Convergence of $\sum_{n=0}^{\infty}a_n/n$ if $\sum_{n=0}^{\infty}a_n^2$ exists

Question

Let $\sum_{n=0}^{\infty}a_n^2$ a convergent series. Prove that $\sum_{n=0}^{\infty}a_n/n$ converges or give a counter-example.

I know that there is already a post concerning this statement with a lot of answers, but i did't find a similar approach to mine in that post and an answer to my question.

After a long searching for a counter-example (failed), i started to prove the statement. First, i tried to prove it by comparaison but didn't succeed. So, i tried to pass by Cauchy definition. I'm not sure at all if it holds what i did. If someone could give a feedback and point to my errors, i would really appreciate it.

Proof

As $\sum_{n=0}^{\infty}a_n^2$ exists, then $\lim_{n\to \infty}a_n^2=0$. Thus, $\forall \epsilon>0 \ \exists N \ \forall n\ge N:$ $|a_n|<\sqrt{\epsilon}$

Let's proof that $\sum_{n=0}^{\infty}\dfrac{a_n}{n}$ is Cauchy. By definition of Cauchy we have to satisfy the following: $\forall \epsilon>0 \ \exists N' \ \forall n\ge N'$:

$\Big|\sum_{k=N'}^{n}\dfrac{a_k}{k}\Big|<\epsilon$

But,

$\Big|\sum_{k=N'}^{n}\dfrac{a_k}{k}\Big|\le \sum_{k=N'}^{n}\dfrac{|a_k|}{k}\le \sqrt{\epsilon}\sum_{k=N'}^{n}\dfrac{1}{k}$

Let $(x_n)=\frac{1}{n}$. As $\lim_{n\to\infty}x_n=0$ we have by definition that: $\forall \epsilon>0 \ \exists N'' \ \forall n\ge N'':$ $|x_n|<\sqrt{\epsilon}$. Therefore,

$\sqrt{\epsilon}\sum_{k=N'}^{n}\dfrac{1}{k}<\sqrt{\epsilon}\sqrt{\epsilon}=\epsilon$.

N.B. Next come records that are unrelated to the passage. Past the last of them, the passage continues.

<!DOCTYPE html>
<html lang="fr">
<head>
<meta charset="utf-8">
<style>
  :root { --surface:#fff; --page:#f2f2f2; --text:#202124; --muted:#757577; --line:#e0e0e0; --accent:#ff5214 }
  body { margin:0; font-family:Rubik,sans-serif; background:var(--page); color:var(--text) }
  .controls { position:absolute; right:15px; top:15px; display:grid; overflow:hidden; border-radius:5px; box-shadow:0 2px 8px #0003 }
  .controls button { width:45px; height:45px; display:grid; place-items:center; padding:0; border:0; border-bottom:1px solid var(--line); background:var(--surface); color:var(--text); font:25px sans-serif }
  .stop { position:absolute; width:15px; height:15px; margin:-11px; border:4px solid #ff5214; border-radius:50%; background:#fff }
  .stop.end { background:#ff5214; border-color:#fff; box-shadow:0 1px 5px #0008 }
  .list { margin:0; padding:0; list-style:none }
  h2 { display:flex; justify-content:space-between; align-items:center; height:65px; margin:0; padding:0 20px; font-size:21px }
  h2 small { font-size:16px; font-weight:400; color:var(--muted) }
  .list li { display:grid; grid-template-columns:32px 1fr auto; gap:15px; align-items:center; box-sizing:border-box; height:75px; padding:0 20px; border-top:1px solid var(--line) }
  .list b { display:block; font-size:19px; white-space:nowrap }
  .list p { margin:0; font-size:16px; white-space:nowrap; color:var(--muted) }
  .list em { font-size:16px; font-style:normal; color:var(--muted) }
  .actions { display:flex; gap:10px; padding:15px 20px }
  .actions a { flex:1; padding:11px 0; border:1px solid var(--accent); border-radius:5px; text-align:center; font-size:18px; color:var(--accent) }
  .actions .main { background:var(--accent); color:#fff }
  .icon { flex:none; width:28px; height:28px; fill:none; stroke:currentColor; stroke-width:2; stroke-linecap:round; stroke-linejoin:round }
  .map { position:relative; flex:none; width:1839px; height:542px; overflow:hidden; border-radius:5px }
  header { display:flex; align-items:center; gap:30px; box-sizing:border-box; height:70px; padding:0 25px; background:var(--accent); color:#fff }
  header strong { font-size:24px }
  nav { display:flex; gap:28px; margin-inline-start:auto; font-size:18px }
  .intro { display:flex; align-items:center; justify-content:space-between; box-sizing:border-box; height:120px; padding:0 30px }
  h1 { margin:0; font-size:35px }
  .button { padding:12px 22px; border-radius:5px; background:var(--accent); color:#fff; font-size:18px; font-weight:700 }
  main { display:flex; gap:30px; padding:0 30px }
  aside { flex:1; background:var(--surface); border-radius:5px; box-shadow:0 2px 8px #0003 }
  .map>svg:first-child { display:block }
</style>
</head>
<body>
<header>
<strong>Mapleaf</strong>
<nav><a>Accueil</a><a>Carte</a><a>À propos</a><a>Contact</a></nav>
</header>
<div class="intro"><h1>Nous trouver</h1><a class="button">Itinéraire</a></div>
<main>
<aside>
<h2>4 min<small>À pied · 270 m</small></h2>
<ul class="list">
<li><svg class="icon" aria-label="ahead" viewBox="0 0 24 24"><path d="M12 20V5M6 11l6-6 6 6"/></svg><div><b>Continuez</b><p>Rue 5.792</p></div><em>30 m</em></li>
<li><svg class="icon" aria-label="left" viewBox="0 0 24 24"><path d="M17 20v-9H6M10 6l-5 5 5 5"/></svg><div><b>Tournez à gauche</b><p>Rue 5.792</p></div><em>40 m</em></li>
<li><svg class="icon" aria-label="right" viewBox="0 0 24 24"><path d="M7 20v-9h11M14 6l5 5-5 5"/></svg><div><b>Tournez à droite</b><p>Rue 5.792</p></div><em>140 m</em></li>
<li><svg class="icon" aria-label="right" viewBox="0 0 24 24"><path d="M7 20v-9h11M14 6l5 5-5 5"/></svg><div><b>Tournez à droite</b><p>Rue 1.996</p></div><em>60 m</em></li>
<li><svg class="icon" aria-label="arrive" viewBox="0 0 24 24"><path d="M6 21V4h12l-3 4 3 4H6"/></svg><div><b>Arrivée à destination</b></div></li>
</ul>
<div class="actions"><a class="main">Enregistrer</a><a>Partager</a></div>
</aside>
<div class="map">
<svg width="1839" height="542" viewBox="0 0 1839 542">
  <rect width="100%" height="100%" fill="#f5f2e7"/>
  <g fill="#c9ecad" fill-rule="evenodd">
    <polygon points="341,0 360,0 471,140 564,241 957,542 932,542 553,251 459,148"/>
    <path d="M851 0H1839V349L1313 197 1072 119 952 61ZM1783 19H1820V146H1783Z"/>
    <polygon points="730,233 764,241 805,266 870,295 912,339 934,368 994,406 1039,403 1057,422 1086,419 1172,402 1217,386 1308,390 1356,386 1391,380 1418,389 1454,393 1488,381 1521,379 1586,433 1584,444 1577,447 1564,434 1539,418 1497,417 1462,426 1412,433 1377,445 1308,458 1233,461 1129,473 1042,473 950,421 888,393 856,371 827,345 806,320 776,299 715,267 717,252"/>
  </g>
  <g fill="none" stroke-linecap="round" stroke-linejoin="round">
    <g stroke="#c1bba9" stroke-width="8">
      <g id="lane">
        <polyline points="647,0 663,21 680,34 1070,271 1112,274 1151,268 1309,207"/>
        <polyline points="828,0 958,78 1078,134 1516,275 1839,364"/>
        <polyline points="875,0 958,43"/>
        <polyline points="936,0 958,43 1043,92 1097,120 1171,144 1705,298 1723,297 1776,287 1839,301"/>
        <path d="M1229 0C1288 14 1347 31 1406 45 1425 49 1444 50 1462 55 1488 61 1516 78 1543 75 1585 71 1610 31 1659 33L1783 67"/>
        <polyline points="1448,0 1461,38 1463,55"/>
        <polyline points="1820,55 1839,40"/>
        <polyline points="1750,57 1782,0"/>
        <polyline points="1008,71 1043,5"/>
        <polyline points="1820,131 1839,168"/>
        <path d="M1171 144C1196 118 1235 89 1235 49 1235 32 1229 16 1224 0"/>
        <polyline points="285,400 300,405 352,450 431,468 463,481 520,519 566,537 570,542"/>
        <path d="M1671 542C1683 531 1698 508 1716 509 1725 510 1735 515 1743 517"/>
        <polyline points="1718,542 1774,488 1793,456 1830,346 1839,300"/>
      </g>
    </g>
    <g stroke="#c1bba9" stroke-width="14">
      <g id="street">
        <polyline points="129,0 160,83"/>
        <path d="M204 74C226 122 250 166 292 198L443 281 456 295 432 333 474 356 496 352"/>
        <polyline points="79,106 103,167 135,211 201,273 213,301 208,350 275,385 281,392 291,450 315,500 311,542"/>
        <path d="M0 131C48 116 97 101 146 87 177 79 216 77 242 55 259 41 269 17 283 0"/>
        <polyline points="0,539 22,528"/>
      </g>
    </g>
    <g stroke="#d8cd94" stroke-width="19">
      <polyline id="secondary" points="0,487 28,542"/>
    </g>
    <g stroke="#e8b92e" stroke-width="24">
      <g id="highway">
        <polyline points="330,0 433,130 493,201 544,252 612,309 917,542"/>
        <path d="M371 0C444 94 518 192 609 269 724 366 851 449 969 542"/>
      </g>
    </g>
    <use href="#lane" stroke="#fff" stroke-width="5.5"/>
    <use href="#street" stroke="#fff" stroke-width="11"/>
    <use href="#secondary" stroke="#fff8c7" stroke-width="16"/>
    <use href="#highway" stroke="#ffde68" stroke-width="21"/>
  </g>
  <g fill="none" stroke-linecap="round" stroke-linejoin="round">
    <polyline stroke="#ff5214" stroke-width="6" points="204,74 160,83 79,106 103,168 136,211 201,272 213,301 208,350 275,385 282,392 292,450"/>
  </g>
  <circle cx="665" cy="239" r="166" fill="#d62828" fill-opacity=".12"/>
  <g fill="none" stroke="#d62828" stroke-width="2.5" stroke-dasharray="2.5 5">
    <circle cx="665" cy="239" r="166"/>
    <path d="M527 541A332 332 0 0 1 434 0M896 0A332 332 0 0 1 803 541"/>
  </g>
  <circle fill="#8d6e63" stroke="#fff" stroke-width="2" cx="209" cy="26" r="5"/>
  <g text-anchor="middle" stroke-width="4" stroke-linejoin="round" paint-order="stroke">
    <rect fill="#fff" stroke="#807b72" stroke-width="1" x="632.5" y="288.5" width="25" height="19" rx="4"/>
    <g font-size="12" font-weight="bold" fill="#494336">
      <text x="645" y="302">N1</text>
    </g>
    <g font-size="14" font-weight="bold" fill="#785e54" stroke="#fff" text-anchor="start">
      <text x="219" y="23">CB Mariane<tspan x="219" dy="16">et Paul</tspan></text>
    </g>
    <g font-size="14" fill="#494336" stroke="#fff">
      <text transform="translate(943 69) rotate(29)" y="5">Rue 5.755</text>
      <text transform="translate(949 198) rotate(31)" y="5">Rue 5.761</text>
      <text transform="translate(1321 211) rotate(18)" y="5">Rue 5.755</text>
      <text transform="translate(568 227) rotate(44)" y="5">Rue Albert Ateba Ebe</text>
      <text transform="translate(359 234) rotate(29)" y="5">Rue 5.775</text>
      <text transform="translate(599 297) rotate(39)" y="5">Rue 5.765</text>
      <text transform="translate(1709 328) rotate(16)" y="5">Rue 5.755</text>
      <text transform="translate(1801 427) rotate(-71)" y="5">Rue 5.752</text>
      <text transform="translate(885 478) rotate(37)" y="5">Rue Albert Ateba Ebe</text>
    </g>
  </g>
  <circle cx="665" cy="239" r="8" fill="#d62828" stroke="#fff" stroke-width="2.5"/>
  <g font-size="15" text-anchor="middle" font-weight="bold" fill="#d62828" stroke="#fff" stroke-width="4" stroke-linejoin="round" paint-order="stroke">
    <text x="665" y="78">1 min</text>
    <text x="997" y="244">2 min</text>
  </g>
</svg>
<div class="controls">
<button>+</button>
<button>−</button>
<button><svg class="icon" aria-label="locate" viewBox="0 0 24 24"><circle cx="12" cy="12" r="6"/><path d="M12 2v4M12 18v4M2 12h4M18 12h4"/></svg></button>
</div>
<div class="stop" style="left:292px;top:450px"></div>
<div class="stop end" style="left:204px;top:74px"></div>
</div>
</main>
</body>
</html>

So, if we choose $N'=\max\{N,N''\}$, we satisfy Cauchy definition.

Edit: As $x_n$ is a converging sequence: $\exists M>0$: $|x_n|\le M \ \forall n \in \mathbf{N}$. We could then take $|a_n|<\frac{\epsilon}{M(n-N)}$.

Thus,

$\Big|\sum_{k=N'}^{n}\dfrac{a_k}{k}\Big|\le \frac{\epsilon}{M(n-N)}\sum_{k=N'}^{n}\dfrac{1}{k}\le \frac{\epsilon}{M(n-N)}\cdot M(n-N')$

If we take $N'=N$, we have then:

$\Big|\sum_{k=N'}^{n}\dfrac{a_k}{k}\Big|\le\epsilon$

Does it hold this way?

Answer 1

From $x_n<\sqrt \epsilon$, you unfortunately only get $$\sqrt \epsilon\sum_{k=N'}^n\frac1n=\sqrt \epsilon\sum_{k=N'}^nx_n<\sqrt \epsilon\sum_{k=N'}^n\sqrt \epsilon =(n-N+1)\epsilon\not<\epsilon. $$

Answer 2

By Cauchy-Schwarz inequality, we have that $\sum_{n=1}^{N}|a_{n}|\cdot|\frac{1}{n}|\leq\left\{ \sum_{n=1}^{N}a_{n}^{2}\right\} ^{\frac{1}{2}}\left\{ \sum_{n=1}^{N}\frac{1}{n^{2}}\right\} ^{\frac{1}{2}}\leq\left\{ \sum_{n=1}^{\infty}a_{n}^{2}\right\} ^{\frac{1}{2}}\left\{ \sum_{n=1}^{\infty}\frac{1}{n^{2}}\right\} ^{\frac{1}{2}}<\infty$. Therefore, $\left(\sum_{n=1}^{N}|a_{n}|\cdot|\frac{1}{n}|\right)_{N}$ is a bounded increasing sequence and hence $\lim_{N\rightarrow\infty}\sum_{n=1}^{N}|a_{n}|\cdot|\frac{1}{n}|$ exists. That is, the infinite series $\sum_{n=1}^{\infty}\frac{a_{n}}{n}$ converges absolutely.